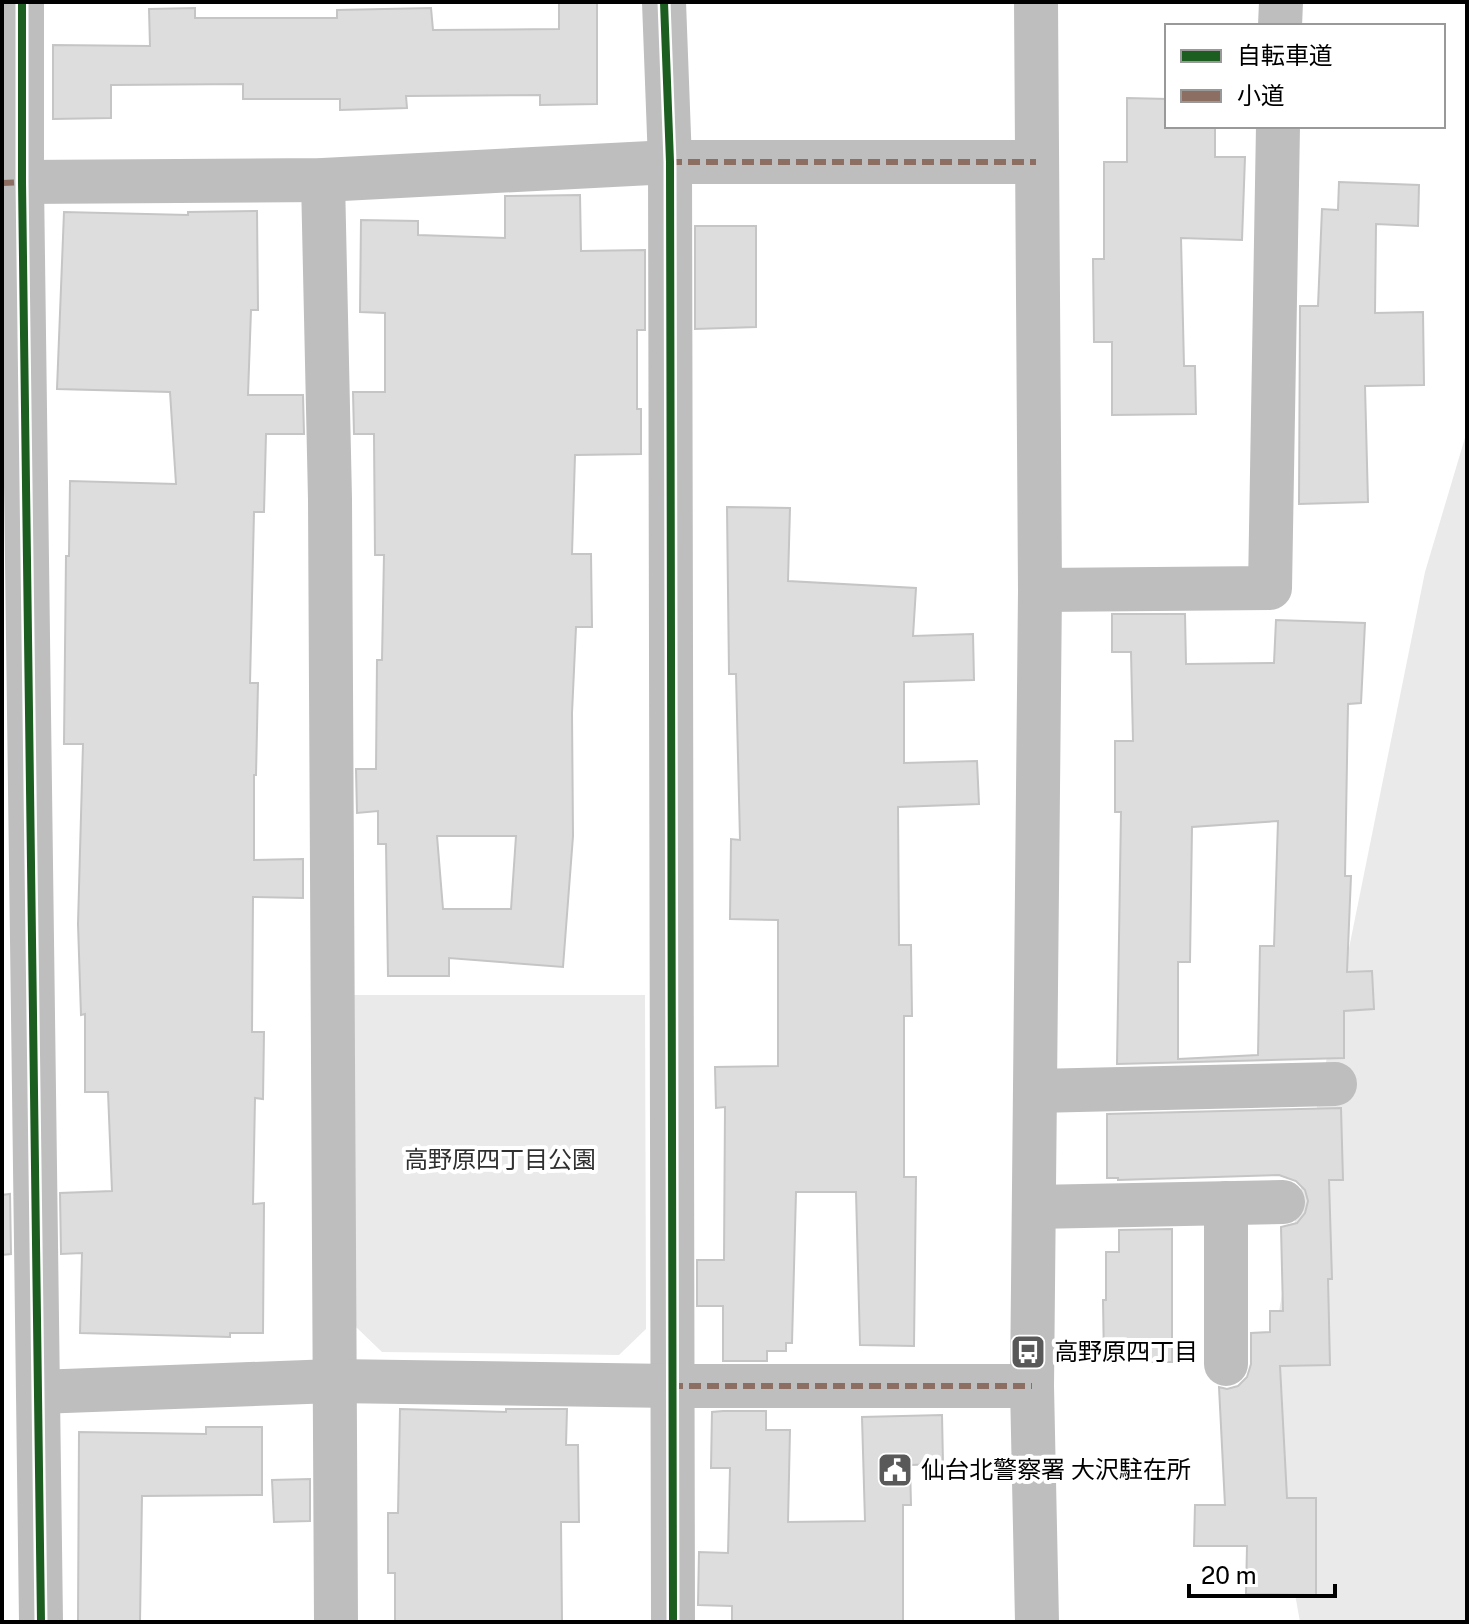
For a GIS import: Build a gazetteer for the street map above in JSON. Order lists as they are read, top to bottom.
{
  "parks": ["高野原四丁目公園"],
  "places": {
    "bus stop": ["高野原四丁目"],
    "public building": ["仙台北警察署 大沢駐在所"]
  },
  "legend": ["自転車道", "小道"],
  "scale_bar": "20 m"
}
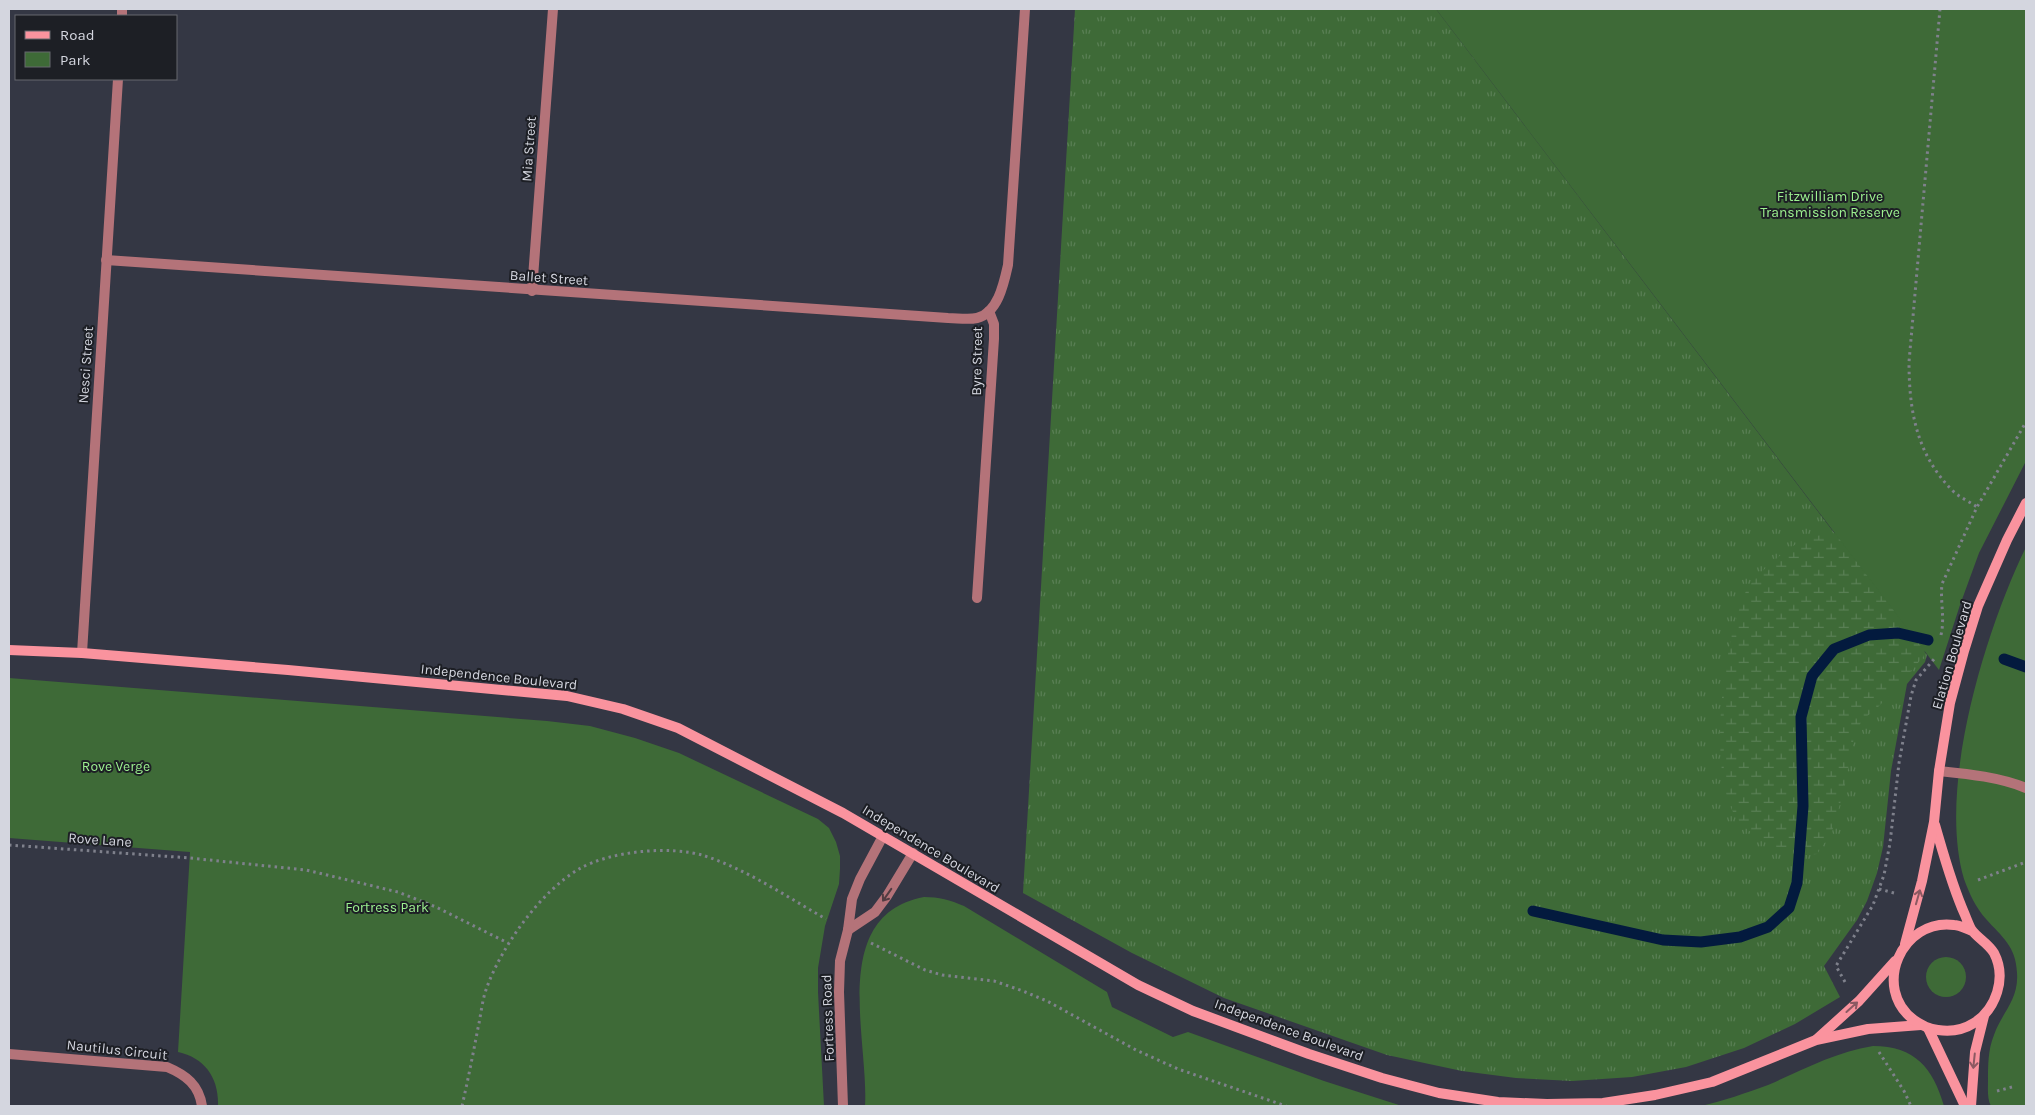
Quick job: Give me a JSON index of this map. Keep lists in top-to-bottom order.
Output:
{
  "streets": {
    "street": [
      "Mia Street",
      "Ballet Street",
      "Byre Street",
      "Nesci Street",
      "Elation Boulevard",
      "Independence Boulevard",
      "Fortress Road",
      "Nautilus Circuit"
    ],
    "path": ["Rove Lane"]
  },
  "crossings": [
    ["Mia Street", "Ballet Street"],
    ["Ballet Street", "Byre Street"],
    ["Ballet Street", "Nesci Street"],
    ["Nesci Street", "Independence Boulevard"],
    ["Elation Boulevard", "Independence Boulevard"],
    ["Independence Boulevard", "Fortress Road"]
  ],
  "parks": ["Fitzwilliam Drive Transmission Reserve", "Rove Verge", "Fortress Park"],
  "legend": ["Road", "Park"]
}
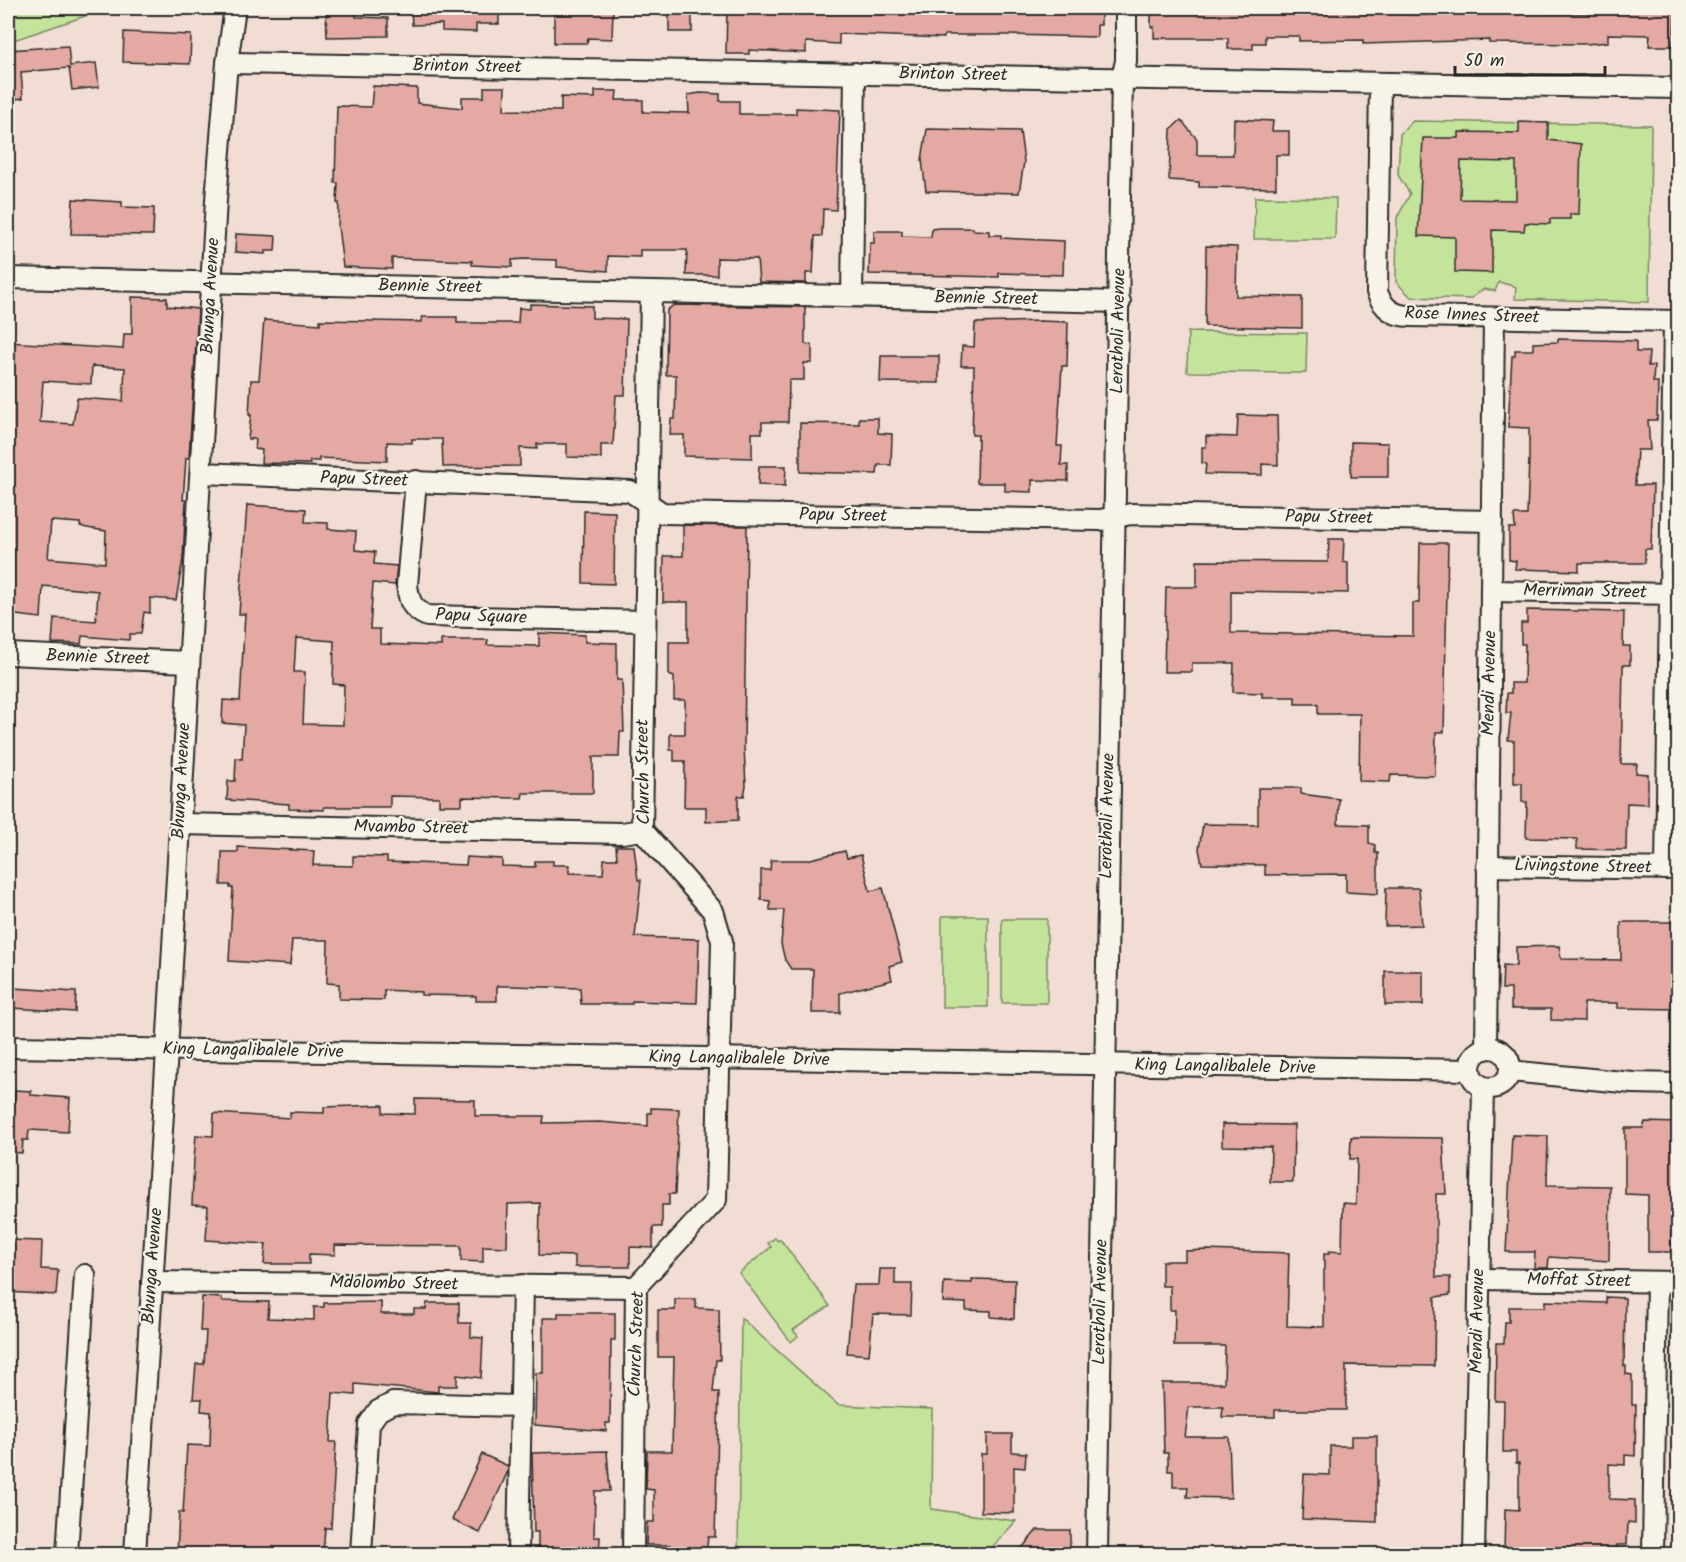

__Requirement__. Print the material word for word without images.

__Result for this exercise__.
For a GIS import: Build a gazetteer for the street map above in JSON. Order lists as they are read, top to bottom.
{
  "parks": ["高野原四丁目公園"],
  "places": {
    "bus stop": ["高野原四丁目"],
    "public building": ["仙台北警察署 大沢駐在所"]
  },
  "legend": ["自転車道", "小道"],
  "scale_bar": "20 m"
}
Quick job: Give me a JSON index of this map. Keep lists in top-to-bottom order.
Output:
{
  "streets": {
    "street": [
      "Mia Street",
      "Ballet Street",
      "Byre Street",
      "Nesci Street",
      "Elation Boulevard",
      "Independence Boulevard",
      "Fortress Road",
      "Nautilus Circuit"
    ],
    "path": ["Rove Lane"]
  },
  "crossings": [
    ["Mia Street", "Ballet Street"],
    ["Ballet Street", "Byre Street"],
    ["Ballet Street", "Nesci Street"],
    ["Nesci Street", "Independence Boulevard"],
    ["Elation Boulevard", "Independence Boulevard"],
    ["Independence Boulevard", "Fortress Road"]
  ],
  "parks": ["Fitzwilliam Drive Transmission Reserve", "Rove Verge", "Fortress Park"],
  "legend": ["Road", "Park"]
}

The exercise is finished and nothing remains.